## ASSIGNMENT
Setting pictures aside, output exactly the lines from the start of the records to the line with "filter:drop-shadow(2px 0 #c3c7ca)", that line included.

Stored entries
-- Opening Marker --

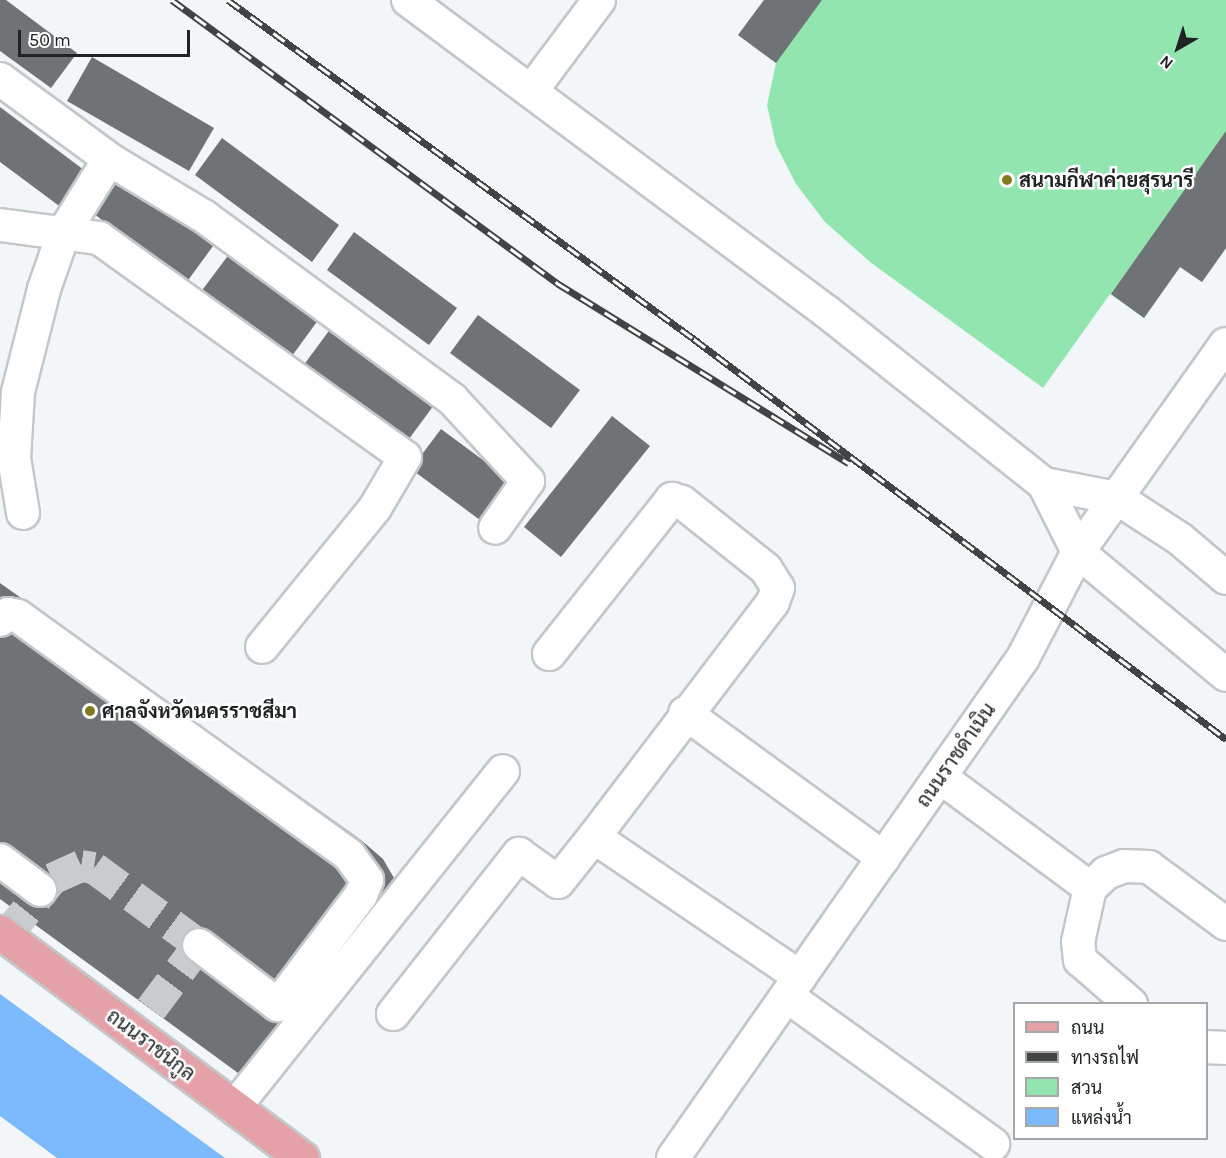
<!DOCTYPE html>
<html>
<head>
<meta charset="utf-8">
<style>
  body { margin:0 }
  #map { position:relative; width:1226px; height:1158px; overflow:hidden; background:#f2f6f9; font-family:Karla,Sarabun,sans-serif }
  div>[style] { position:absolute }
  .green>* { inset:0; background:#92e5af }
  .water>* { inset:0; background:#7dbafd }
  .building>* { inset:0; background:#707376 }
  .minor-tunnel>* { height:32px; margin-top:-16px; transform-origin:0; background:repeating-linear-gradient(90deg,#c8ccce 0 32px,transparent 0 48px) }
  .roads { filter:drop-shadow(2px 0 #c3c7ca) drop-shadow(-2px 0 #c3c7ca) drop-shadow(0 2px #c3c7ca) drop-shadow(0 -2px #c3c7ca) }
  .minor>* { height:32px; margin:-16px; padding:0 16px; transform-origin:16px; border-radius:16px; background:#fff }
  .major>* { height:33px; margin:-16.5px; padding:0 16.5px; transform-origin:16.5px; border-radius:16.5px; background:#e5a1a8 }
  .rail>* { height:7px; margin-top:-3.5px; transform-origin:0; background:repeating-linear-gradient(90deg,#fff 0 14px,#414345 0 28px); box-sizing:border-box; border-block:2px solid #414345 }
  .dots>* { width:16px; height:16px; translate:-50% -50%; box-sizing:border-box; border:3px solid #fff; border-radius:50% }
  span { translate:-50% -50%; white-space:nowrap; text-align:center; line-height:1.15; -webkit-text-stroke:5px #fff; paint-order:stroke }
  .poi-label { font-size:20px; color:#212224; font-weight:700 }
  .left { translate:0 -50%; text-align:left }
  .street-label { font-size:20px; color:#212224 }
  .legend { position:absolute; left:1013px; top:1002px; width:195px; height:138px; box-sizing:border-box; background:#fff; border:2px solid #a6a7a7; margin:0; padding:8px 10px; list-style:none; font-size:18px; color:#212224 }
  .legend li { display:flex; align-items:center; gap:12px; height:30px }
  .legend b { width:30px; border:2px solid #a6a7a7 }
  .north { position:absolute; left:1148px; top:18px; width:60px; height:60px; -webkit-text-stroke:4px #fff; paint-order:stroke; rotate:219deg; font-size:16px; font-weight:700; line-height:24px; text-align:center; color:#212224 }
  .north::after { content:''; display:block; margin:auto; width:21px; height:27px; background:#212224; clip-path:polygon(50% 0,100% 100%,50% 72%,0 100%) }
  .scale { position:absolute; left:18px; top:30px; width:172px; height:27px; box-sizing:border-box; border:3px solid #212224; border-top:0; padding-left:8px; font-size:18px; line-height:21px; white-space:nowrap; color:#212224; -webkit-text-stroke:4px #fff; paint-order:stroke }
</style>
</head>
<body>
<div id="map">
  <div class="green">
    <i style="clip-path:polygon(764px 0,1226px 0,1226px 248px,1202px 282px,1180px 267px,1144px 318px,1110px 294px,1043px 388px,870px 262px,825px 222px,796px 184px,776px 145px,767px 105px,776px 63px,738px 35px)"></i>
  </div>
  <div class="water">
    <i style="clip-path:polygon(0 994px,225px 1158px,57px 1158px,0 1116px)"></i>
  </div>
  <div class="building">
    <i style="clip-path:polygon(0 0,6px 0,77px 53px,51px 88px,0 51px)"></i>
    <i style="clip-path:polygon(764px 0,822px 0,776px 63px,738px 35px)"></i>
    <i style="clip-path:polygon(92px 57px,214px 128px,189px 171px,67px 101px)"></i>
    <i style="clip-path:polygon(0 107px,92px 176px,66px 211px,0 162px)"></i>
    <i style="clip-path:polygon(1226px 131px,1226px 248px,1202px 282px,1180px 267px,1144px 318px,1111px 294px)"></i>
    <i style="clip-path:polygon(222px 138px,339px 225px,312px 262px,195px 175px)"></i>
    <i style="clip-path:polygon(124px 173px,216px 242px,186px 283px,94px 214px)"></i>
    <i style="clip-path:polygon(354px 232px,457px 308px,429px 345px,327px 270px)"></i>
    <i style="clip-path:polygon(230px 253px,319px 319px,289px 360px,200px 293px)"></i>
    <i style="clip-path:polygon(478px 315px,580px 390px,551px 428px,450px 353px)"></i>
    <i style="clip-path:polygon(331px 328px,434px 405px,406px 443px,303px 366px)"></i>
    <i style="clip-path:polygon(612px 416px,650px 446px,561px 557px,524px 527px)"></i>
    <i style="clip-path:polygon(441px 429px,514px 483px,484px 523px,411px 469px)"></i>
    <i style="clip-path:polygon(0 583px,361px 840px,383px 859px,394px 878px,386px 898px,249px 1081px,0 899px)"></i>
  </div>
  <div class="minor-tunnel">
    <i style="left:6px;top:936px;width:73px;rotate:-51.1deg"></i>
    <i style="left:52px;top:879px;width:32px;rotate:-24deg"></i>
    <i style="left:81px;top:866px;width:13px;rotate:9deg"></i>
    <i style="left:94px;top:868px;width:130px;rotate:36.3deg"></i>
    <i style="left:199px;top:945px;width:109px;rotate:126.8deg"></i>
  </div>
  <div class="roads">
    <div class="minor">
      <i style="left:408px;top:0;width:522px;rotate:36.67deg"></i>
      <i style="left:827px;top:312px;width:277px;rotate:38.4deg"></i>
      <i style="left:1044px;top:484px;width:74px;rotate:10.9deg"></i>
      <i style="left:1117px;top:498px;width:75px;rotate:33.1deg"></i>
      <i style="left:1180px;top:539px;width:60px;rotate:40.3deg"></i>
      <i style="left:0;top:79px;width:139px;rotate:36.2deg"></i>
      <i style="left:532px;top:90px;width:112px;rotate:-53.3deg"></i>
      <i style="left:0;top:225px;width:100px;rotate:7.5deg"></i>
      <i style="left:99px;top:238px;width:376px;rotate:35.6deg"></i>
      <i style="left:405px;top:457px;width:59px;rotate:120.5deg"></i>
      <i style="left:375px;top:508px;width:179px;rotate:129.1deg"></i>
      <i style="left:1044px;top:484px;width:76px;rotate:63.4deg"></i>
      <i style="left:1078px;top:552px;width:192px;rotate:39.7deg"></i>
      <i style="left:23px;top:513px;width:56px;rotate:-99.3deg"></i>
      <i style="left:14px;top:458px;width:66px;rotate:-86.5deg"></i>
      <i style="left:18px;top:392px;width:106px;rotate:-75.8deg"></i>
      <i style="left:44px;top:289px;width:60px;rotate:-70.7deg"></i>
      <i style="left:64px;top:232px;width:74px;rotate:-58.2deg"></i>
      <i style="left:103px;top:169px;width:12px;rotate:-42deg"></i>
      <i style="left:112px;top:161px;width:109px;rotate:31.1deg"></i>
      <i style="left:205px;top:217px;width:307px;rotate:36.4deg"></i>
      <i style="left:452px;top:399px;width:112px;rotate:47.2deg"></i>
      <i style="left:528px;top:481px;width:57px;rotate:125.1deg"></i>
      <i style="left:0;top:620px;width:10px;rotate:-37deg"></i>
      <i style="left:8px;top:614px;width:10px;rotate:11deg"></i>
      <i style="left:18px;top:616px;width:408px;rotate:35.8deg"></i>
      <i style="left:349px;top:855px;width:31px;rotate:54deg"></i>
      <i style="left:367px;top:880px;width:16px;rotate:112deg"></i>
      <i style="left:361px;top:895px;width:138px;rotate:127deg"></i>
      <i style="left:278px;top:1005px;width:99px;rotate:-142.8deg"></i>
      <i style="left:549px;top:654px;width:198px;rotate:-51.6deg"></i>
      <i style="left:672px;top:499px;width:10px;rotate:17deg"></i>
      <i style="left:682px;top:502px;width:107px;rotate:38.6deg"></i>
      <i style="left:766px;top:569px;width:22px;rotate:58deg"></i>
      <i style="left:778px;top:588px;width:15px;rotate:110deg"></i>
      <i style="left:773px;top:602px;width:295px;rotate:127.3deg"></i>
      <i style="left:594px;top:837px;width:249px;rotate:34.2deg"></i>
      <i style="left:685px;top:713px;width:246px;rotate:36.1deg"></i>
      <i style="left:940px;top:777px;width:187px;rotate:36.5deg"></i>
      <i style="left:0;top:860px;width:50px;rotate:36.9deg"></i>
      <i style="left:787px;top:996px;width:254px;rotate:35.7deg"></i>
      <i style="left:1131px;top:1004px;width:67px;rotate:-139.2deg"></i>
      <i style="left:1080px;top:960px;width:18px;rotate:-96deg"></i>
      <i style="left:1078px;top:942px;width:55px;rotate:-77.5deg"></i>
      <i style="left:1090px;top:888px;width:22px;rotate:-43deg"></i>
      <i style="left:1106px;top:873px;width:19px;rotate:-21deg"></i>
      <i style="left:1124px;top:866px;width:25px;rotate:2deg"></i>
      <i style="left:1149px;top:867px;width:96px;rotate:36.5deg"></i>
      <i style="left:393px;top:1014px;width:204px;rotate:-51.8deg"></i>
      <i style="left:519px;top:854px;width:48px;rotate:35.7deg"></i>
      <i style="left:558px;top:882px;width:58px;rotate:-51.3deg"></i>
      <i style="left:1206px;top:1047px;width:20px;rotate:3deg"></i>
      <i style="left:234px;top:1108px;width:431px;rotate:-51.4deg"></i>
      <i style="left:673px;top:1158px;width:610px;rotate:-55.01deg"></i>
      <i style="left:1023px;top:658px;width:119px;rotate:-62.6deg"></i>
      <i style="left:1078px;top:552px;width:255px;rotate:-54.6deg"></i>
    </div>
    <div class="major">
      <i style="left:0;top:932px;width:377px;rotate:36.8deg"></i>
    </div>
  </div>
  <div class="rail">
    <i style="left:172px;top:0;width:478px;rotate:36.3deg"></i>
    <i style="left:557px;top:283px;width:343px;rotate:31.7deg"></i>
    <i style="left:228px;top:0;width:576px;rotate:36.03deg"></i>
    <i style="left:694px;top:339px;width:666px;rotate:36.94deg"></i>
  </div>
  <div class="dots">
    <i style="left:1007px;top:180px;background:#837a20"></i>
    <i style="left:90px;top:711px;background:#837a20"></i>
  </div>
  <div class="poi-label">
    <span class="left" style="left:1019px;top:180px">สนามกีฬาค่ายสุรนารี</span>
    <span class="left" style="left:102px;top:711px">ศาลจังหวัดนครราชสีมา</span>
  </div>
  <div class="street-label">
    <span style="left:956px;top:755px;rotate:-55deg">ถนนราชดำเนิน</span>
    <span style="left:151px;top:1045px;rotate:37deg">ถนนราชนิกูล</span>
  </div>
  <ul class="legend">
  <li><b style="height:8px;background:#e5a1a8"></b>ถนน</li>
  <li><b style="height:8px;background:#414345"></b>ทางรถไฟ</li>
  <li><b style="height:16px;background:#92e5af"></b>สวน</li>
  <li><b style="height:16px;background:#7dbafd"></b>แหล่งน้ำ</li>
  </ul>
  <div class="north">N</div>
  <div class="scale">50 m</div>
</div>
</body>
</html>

-- Closing Marker --

## ANSWER BOX
<!DOCTYPE html>
<html>
<head>
<meta charset="utf-8">
<style>
  body { margin:0 }
  #map { position:relative; width:1226px; height:1158px; overflow:hidden; background:#f2f6f9; font-family:Karla,Sarabun,sans-serif }
  div>[style] { position:absolute }
  .green>* { inset:0; background:#92e5af }
  .water>* { inset:0; background:#7dbafd }
  .building>* { inset:0; background:#707376 }
  .minor-tunnel>* { height:32px; margin-top:-16px; transform-origin:0; background:repeating-linear-gradient(90deg,#c8ccce 0 32px,transparent 0 48px) }
  .roads { filter:drop-shadow(2px 0 #c3c7ca) drop-shadow(-2px 0 #c3c7ca) drop-shadow(0 2px #c3c7ca) drop-shadow(0 -2px #c3c7ca) }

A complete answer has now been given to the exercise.